▶ **GOAL OF THE EXERCISE**
The full listing should be duplicated word for word.

***** ENTRIES SHOWN *****

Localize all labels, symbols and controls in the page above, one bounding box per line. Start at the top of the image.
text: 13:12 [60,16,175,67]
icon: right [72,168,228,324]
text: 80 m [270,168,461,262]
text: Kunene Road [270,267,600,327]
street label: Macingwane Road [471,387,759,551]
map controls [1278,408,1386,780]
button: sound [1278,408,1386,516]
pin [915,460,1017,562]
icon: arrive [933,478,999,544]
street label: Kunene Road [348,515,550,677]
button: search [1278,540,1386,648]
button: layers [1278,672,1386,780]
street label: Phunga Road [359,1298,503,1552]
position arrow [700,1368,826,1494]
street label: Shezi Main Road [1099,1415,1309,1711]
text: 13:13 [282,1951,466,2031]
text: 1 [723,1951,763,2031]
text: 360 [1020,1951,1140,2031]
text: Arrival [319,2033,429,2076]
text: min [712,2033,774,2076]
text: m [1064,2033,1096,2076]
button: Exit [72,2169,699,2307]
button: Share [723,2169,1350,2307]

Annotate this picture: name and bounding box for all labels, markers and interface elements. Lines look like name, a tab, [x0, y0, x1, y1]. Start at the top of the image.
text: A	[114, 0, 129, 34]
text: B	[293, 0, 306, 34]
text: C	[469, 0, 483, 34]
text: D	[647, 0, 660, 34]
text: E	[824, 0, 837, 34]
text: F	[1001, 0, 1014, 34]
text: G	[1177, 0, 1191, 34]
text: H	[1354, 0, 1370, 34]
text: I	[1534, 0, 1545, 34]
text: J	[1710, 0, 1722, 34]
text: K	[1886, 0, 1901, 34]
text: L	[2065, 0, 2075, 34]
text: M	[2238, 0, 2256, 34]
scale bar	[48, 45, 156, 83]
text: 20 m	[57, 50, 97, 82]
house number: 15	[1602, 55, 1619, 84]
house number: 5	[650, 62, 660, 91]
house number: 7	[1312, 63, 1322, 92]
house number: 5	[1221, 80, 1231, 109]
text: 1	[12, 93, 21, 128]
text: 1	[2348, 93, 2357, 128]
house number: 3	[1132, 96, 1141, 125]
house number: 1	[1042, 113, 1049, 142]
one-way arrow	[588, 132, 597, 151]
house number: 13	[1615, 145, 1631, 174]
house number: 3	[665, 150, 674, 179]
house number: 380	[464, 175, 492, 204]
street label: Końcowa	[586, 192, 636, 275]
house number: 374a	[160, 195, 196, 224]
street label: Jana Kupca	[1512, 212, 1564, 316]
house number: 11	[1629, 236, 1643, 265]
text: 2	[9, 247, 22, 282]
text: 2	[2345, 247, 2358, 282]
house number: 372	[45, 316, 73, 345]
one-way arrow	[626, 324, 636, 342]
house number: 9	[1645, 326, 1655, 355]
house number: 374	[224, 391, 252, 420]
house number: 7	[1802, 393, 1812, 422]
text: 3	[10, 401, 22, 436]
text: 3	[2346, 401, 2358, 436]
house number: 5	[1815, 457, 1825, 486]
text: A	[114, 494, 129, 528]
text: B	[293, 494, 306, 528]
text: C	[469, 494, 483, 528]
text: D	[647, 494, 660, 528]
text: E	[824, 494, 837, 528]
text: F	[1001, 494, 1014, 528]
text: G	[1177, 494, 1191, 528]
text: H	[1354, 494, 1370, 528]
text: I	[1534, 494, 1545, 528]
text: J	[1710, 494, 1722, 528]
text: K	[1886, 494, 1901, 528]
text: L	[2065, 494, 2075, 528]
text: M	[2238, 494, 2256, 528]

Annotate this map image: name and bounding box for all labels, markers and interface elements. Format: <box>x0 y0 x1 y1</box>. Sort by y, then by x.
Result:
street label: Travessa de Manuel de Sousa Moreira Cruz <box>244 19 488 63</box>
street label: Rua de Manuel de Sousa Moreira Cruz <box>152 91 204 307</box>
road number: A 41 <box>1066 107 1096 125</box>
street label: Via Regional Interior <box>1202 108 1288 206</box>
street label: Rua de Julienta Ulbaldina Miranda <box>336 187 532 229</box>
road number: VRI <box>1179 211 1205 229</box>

*****

▶ **COMPLETED EXERCISE**
Localize all labels, symbols and controls in the page above, one bounding box per line. Start at the top of the image.
text: 13:12 [60,16,175,67]
icon: right [72,168,228,324]
text: 80 m [270,168,461,262]
text: Kunene Road [270,267,600,327]
street label: Macingwane Road [471,387,759,551]
map controls [1278,408,1386,780]
button: sound [1278,408,1386,516]
pin [915,460,1017,562]
icon: arrive [933,478,999,544]
street label: Kunene Road [348,515,550,677]
button: search [1278,540,1386,648]
button: layers [1278,672,1386,780]
street label: Phunga Road [359,1298,503,1552]
position arrow [700,1368,826,1494]
street label: Shezi Main Road [1099,1415,1309,1711]
text: 13:13 [282,1951,466,2031]
text: 1 [723,1951,763,2031]
text: 360 [1020,1951,1140,2031]
text: Arrival [319,2033,429,2076]
text: min [712,2033,774,2076]
text: m [1064,2033,1096,2076]
button: Exit [72,2169,699,2307]
button: Share [723,2169,1350,2307]

Annotate this picture: name and bounding box for all labels, markers and interface elements. Lines look like name, a tab, [x0, y0, x1, y1]. Start at the top of the image.
text: A	[114, 0, 129, 34]
text: B	[293, 0, 306, 34]
text: C	[469, 0, 483, 34]
text: D	[647, 0, 660, 34]
text: E	[824, 0, 837, 34]
text: F	[1001, 0, 1014, 34]
text: G	[1177, 0, 1191, 34]
text: H	[1354, 0, 1370, 34]
text: I	[1534, 0, 1545, 34]
text: J	[1710, 0, 1722, 34]
text: K	[1886, 0, 1901, 34]
text: L	[2065, 0, 2075, 34]
text: M	[2238, 0, 2256, 34]
scale bar	[48, 45, 156, 83]
text: 20 m	[57, 50, 97, 82]
house number: 15	[1602, 55, 1619, 84]
house number: 5	[650, 62, 660, 91]
house number: 7	[1312, 63, 1322, 92]
house number: 5	[1221, 80, 1231, 109]
text: 1	[12, 93, 21, 128]
text: 1	[2348, 93, 2357, 128]
house number: 3	[1132, 96, 1141, 125]
house number: 1	[1042, 113, 1049, 142]
one-way arrow	[588, 132, 597, 151]
house number: 13	[1615, 145, 1631, 174]
house number: 3	[665, 150, 674, 179]
house number: 380	[464, 175, 492, 204]
street label: Końcowa	[586, 192, 636, 275]
house number: 374a	[160, 195, 196, 224]
street label: Jana Kupca	[1512, 212, 1564, 316]
house number: 11	[1629, 236, 1643, 265]
text: 2	[9, 247, 22, 282]
text: 2	[2345, 247, 2358, 282]
house number: 372	[45, 316, 73, 345]
one-way arrow	[626, 324, 636, 342]
house number: 9	[1645, 326, 1655, 355]
house number: 374	[224, 391, 252, 420]
house number: 7	[1802, 393, 1812, 422]
text: 3	[10, 401, 22, 436]
text: 3	[2346, 401, 2358, 436]
house number: 5	[1815, 457, 1825, 486]
text: A	[114, 494, 129, 528]
text: B	[293, 494, 306, 528]
text: C	[469, 494, 483, 528]
text: D	[647, 494, 660, 528]
text: E	[824, 494, 837, 528]
text: F	[1001, 494, 1014, 528]
text: G	[1177, 494, 1191, 528]
text: H	[1354, 494, 1370, 528]
text: I	[1534, 494, 1545, 528]
text: J	[1710, 494, 1722, 528]
text: K	[1886, 494, 1901, 528]
text: L	[2065, 494, 2075, 528]
text: M	[2238, 494, 2256, 528]

Annotate this map image: name and bounding box for all labels, markers and interface elements. Format: <box>x0 y0 x1 y1</box>. Sort by y, then by x.
Result:
street label: Travessa de Manuel de Sousa Moreira Cruz <box>244 19 488 63</box>
street label: Rua de Manuel de Sousa Moreira Cruz <box>152 91 204 307</box>
road number: A 41 <box>1066 107 1096 125</box>
street label: Via Regional Interior <box>1202 108 1288 206</box>
street label: Rua de Julienta Ulbaldina Miranda <box>336 187 532 229</box>
road number: VRI <box>1179 211 1205 229</box>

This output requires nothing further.